===== Supplied material
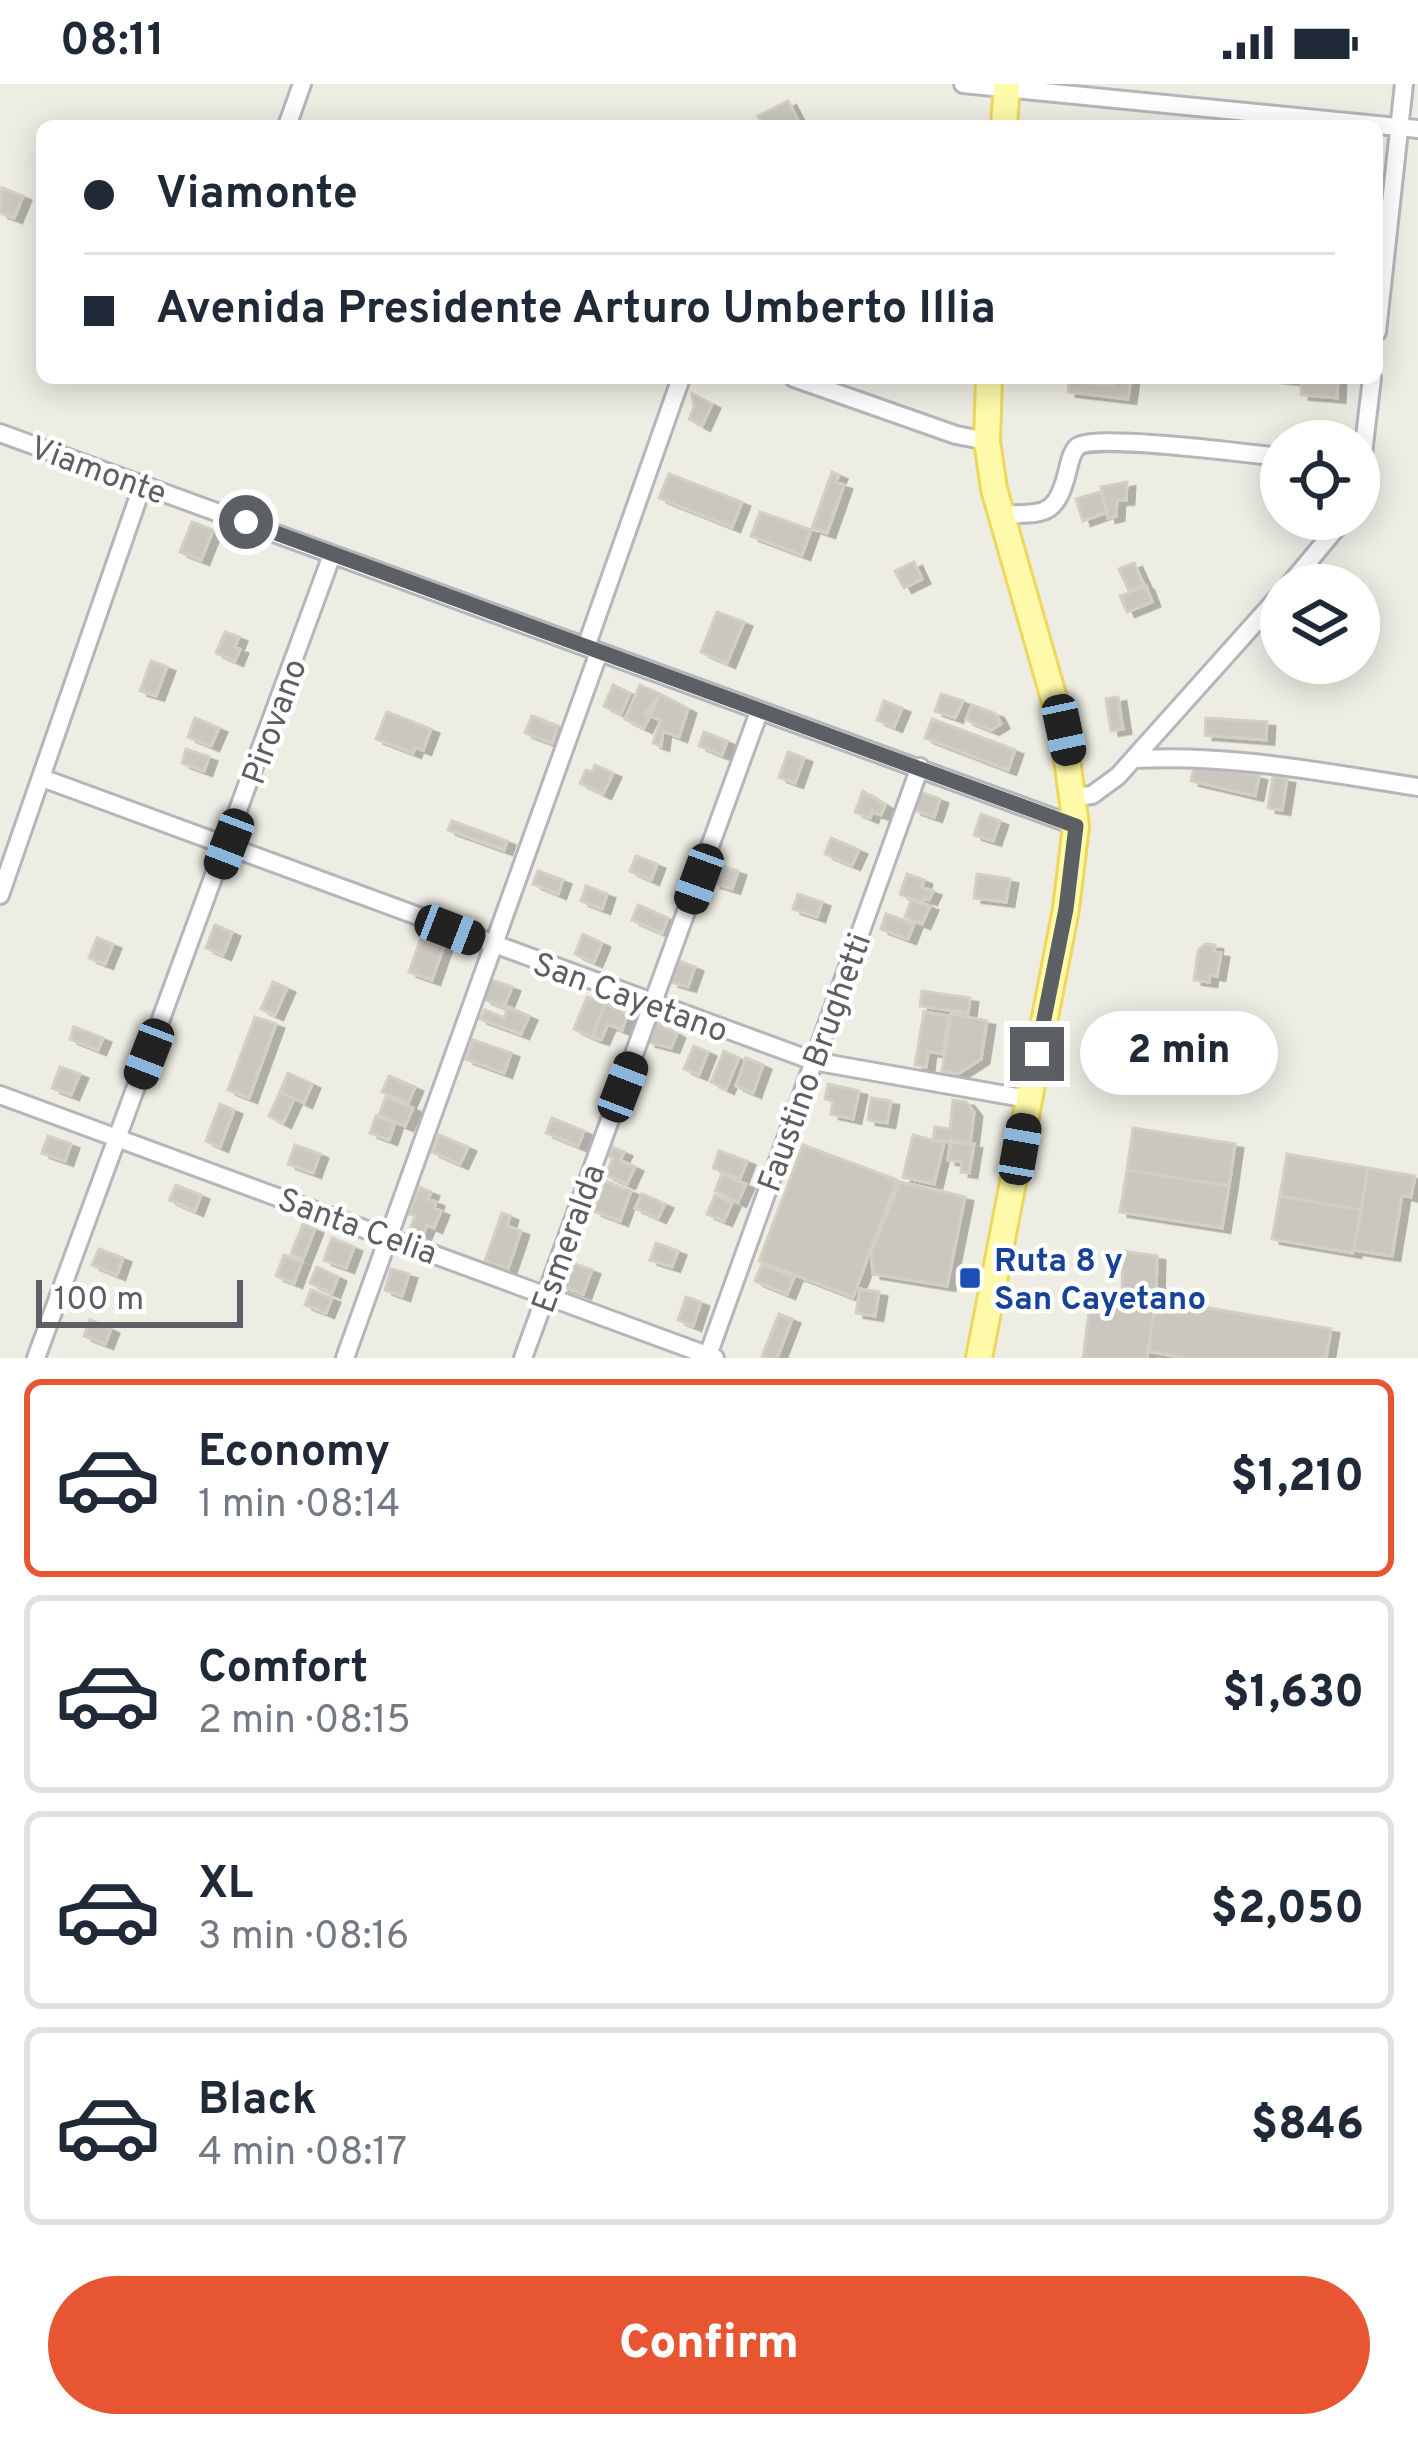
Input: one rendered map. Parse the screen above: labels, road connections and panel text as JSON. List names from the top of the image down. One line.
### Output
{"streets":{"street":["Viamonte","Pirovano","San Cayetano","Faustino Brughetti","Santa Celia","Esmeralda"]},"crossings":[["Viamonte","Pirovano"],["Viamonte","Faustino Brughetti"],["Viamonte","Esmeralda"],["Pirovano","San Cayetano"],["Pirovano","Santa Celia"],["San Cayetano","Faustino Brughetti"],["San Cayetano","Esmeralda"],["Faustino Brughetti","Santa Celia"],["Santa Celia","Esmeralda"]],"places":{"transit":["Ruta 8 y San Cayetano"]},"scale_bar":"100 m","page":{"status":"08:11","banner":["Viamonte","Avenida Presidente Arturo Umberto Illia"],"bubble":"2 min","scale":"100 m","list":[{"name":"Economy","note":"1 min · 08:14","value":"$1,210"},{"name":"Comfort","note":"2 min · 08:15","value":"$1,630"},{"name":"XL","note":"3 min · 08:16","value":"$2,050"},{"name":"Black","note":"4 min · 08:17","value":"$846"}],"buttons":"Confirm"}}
==========
• _Task to complete_:
Repeat the material above word for word and skip every image in it.

• _Answer space_:
Input: one rendered map. Parse the screen above: labels, road connections and panel text as JSON. List names from the top of the image down. One line.
### Output
{"streets":{"street":["Viamonte","Pirovano","San Cayetano","Faustino Brughetti","Santa Celia","Esmeralda"]},"crossings":[["Viamonte","Pirovano"],["Viamonte","Faustino Brughetti"],["Viamonte","Esmeralda"],["Pirovano","San Cayetano"],["Pirovano","Santa Celia"],["San Cayetano","Faustino Brughetti"],["San Cayetano","Esmeralda"],["Faustino Brughetti","Santa Celia"],["Santa Celia","Esmeralda"]],"places":{"transit":["Ruta 8 y San Cayetano"]},"scale_bar":"100 m","page":{"status":"08:11","banner":["Viamonte","Avenida Presidente Arturo Umberto Illia"],"bubble":"2 min","scale":"100 m","list":[{"name":"Economy","note":"1 min · 08:14","value":"$1,210"},{"name":"Comfort","note":"2 min · 08:15","value":"$1,630"},{"name":"XL","note":"3 min · 08:16","value":"$2,050"},{"name":"Black","note":"4 min · 08:17","value":"$846"}],"buttons":"Confirm"}}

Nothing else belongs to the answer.